A week later, she called the accusations "baseless" and attacked one of the accusers for what she called the woman's "rap sheet." Tantaros said: "You have a woman, who, if you look at her rap sheet, 14 years later she all of a sudden cares about the country? Double bankruptcy, legal troubles -- yes -- and an illegitimate child. You know what that says to me? Two words: scam artist."
She later praised Cain's press conference, during which he addressed the allegations, as an "extremely fierce counter-punch" and went on to say: "I think he answered a lot of questions ... A job well done. A+."
But all this is nothing compared to what Tantaros wrote in her Daily News op-ed on Wednesday.
In the op-ed, titled, "Ladies, time to man up: Cain accusers Sharon Bialek and Karen Kraushaar send the wrong message to women," Tantaros advised: "We don't need to play the victim." She blasted women like Sharon Bialek who dare come forward and report abuse, and in a disgusting bit of blame-the-victim, she said women often bear responsibility for what happens. She wrote:
Let me be clear: I'm not saying that Cain isn't guilty of sexual misconduct that took place when he was the head of the National Restaurant Association in the late 1990s. But this scandal should have every woman asking: At what point do women need to take some responsibility?
One accuser, Sharon Bialek, said Cain allegedly groped her after she came to him for job advice 14 years ago. At a press conference with famed attorney Gloria Allred, who has made a career out of victimized women, Bialek claims she met Cain for dinner and drinks for career counseling. Then she allegedly rode with him in a car, where he tried to put his hand up her skirt, then moved her head toward his groin.
If it's true, it's horrible. And while the timing of her decision to go public does raise questions about her motivation, the real question is: Why have dinner and drinks with a married man in the first place? Why not meet him in his office if your purpose is strictly professional?
It's also puzzling why Bialek later said that when she saw Cain at a recent Tea Party event, she approached him to give him a hug and see if he remembered her.
In December 2010, the Harvard Business Review released a report on "The Sponsor Effect" -- which may have been the reason Bialek sought out Cain -- looking at why women comprise less than 10 percent of Fortune 500 top earner positions. The report stated:
What's keeping them under this last glass ceiling? What we uncover in this report is not a male conspiracy, but rather, a surprising absence of male (and female) advocacy. Women who are qualified to lead simply don't have the powerful backing necessary to inspire, propel, and protect them through the perilous straits of upper management. Women lack, in a word, sponsorship.
It went on to explain, however, that there are pitfalls to such relationships, which drive women to avoid them:
Sponsorship is a necessarily close, even intimate, relationship.

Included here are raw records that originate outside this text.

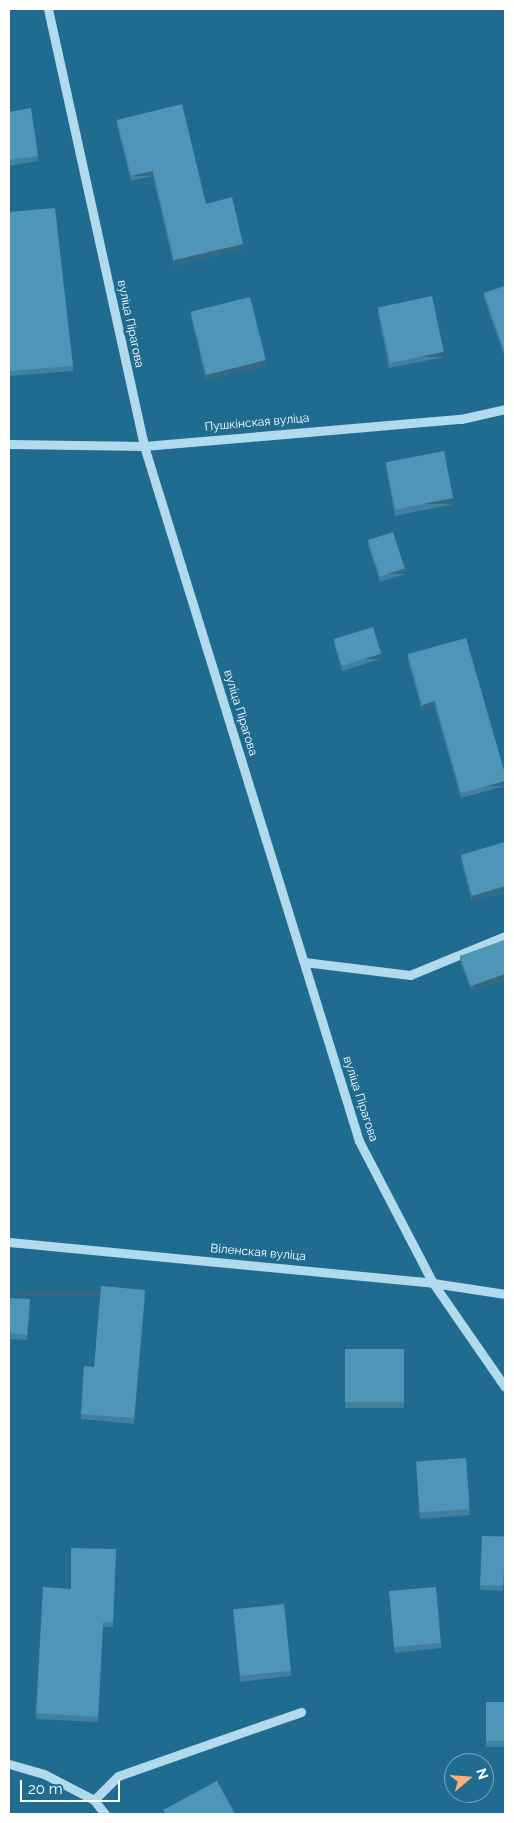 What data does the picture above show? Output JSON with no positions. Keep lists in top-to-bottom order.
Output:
{
  "streets": {
    "street": ["вуліца Пірагова", "Пушкінская вуліца", "Віленская вуліца"]
  },
  "crossings": [
    ["вуліца Пірагова", "Пушкінская вуліца"],
    ["вуліца Пірагова", "Віленская вуліца"]
  ],
  "scale_bar": "20 m",
  "north": "right"
}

For sponsors and their protégés, getting to know each other demands regular encounters over a period of months, possibly over the phone but more typically in person, sometimes at work but more often outside of it. Working together on a large project definitely facilitates sponsorship, but so does grabbing a coffee in the company cafeteria, or going out to lunch, or meeting for dinner. Some of the executives we interviewed describe catching up with their sponsors on the company shuttle or at out-of-town conferences.
Strictly business though these one-on-one meetings may be, they often are misconstrued. And since even the illusion of a sexual liaison, let alone its reality, can torpedo a career, many men and women hesitate to engage in a sponsorship relationship, especially when several bands of power separate them. Our research indicates that the majority of senior men (64 percent) at the level of vice president and above are reluctant to have a one-on-one meeting with junior women -- and half of junior women likewise avoid seeking out such contact.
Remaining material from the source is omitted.